| Problem description |
Every line containing "What" should be identified and copied from the data below.

| Material supplied |
Segment Open

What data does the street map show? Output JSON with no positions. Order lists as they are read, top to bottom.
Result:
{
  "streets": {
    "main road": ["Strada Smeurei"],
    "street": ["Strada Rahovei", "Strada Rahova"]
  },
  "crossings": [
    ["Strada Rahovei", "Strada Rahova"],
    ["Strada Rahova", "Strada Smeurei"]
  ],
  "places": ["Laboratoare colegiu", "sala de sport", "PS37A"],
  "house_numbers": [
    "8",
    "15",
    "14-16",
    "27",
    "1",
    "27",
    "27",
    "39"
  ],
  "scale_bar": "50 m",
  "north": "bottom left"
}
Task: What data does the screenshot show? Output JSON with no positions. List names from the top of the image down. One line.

Segment Closed
Segment Open

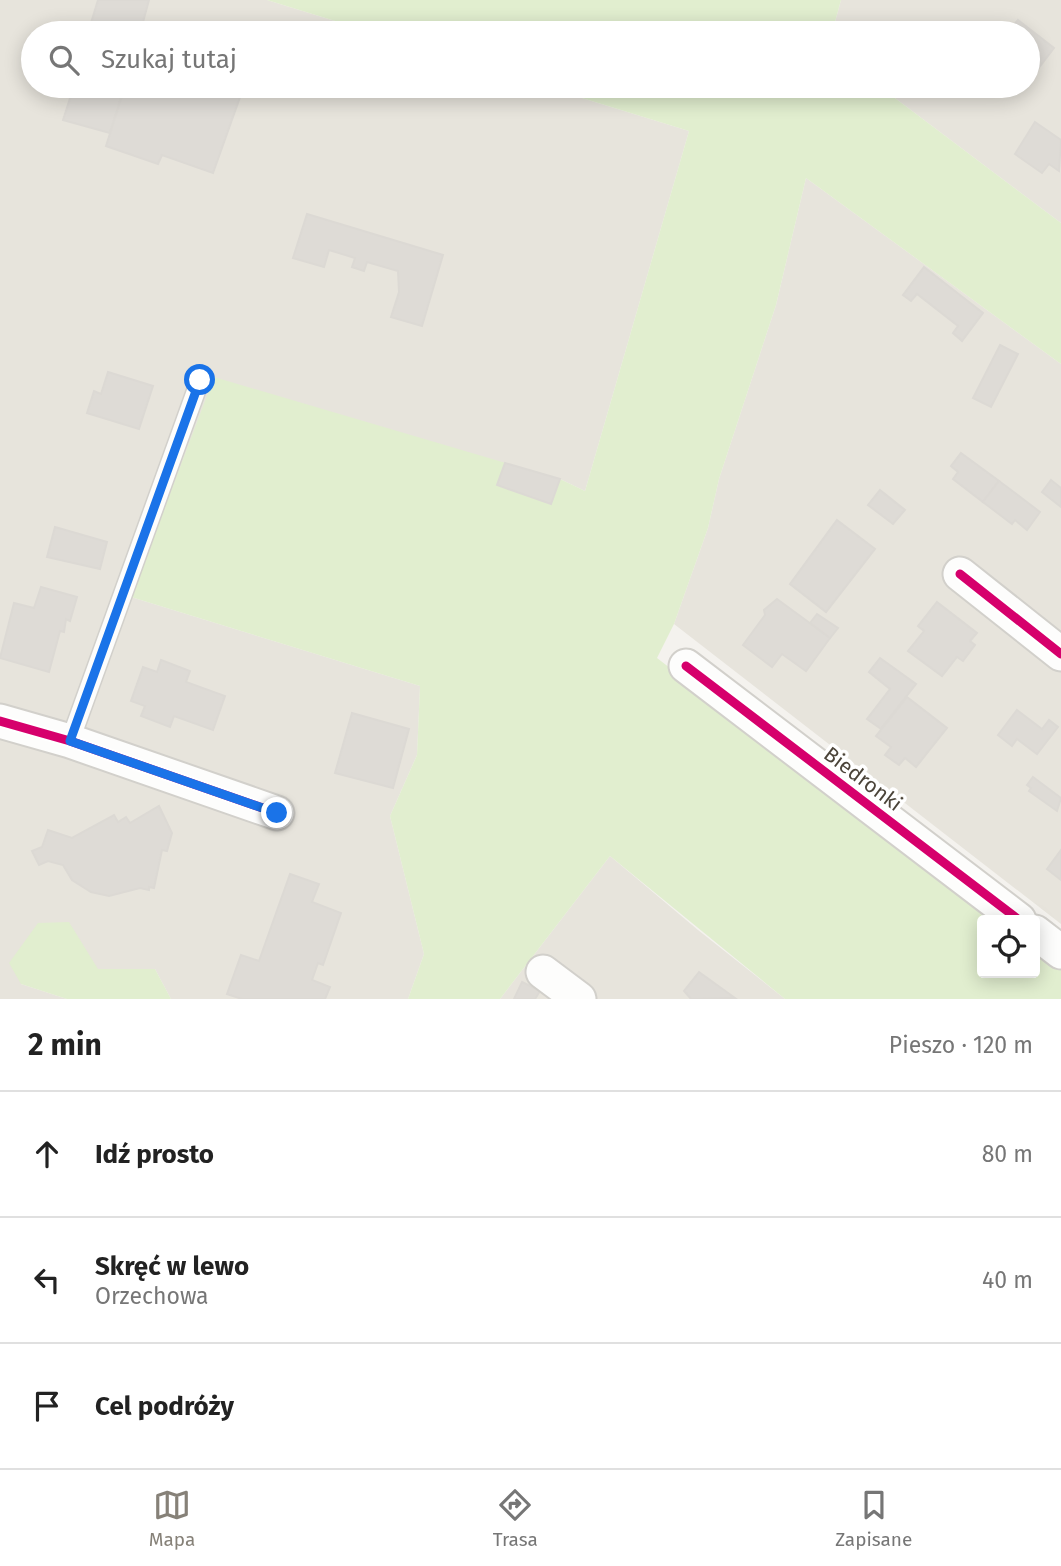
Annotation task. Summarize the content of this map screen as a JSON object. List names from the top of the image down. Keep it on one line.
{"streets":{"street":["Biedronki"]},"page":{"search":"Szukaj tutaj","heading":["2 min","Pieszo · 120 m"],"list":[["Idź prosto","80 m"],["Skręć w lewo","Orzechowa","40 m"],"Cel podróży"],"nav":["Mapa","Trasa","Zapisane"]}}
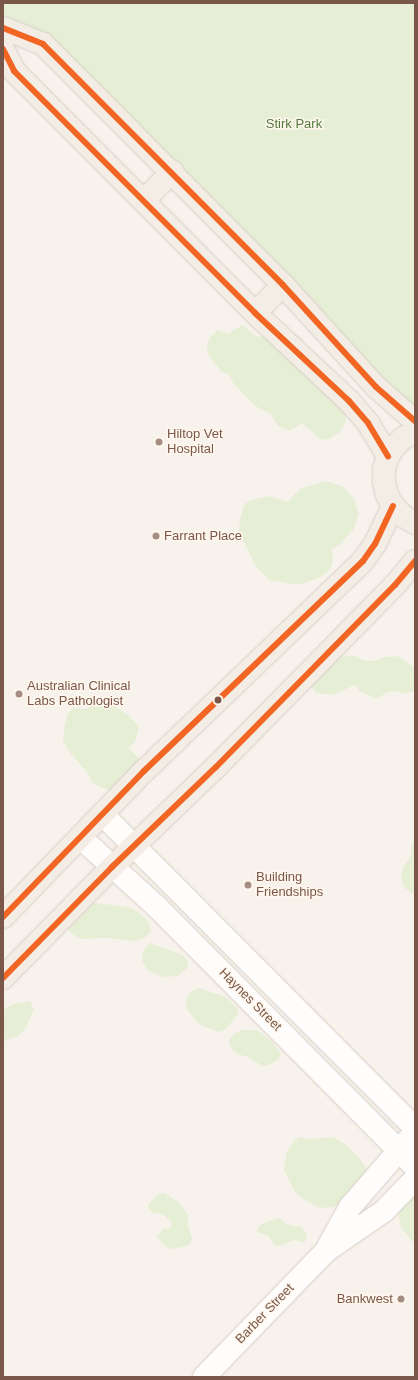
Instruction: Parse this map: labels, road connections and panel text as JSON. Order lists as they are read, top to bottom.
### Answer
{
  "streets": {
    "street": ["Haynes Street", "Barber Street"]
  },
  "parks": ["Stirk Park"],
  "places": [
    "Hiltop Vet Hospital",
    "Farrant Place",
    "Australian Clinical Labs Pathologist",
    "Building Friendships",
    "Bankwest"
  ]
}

Segment Closed

| Exercise result |
What data does the street map show? Output JSON with no positions. Order lists as they are read, top to bottom.
Task: What data does the screenshot show? Output JSON with no positions. List names from the top of the image down. One line.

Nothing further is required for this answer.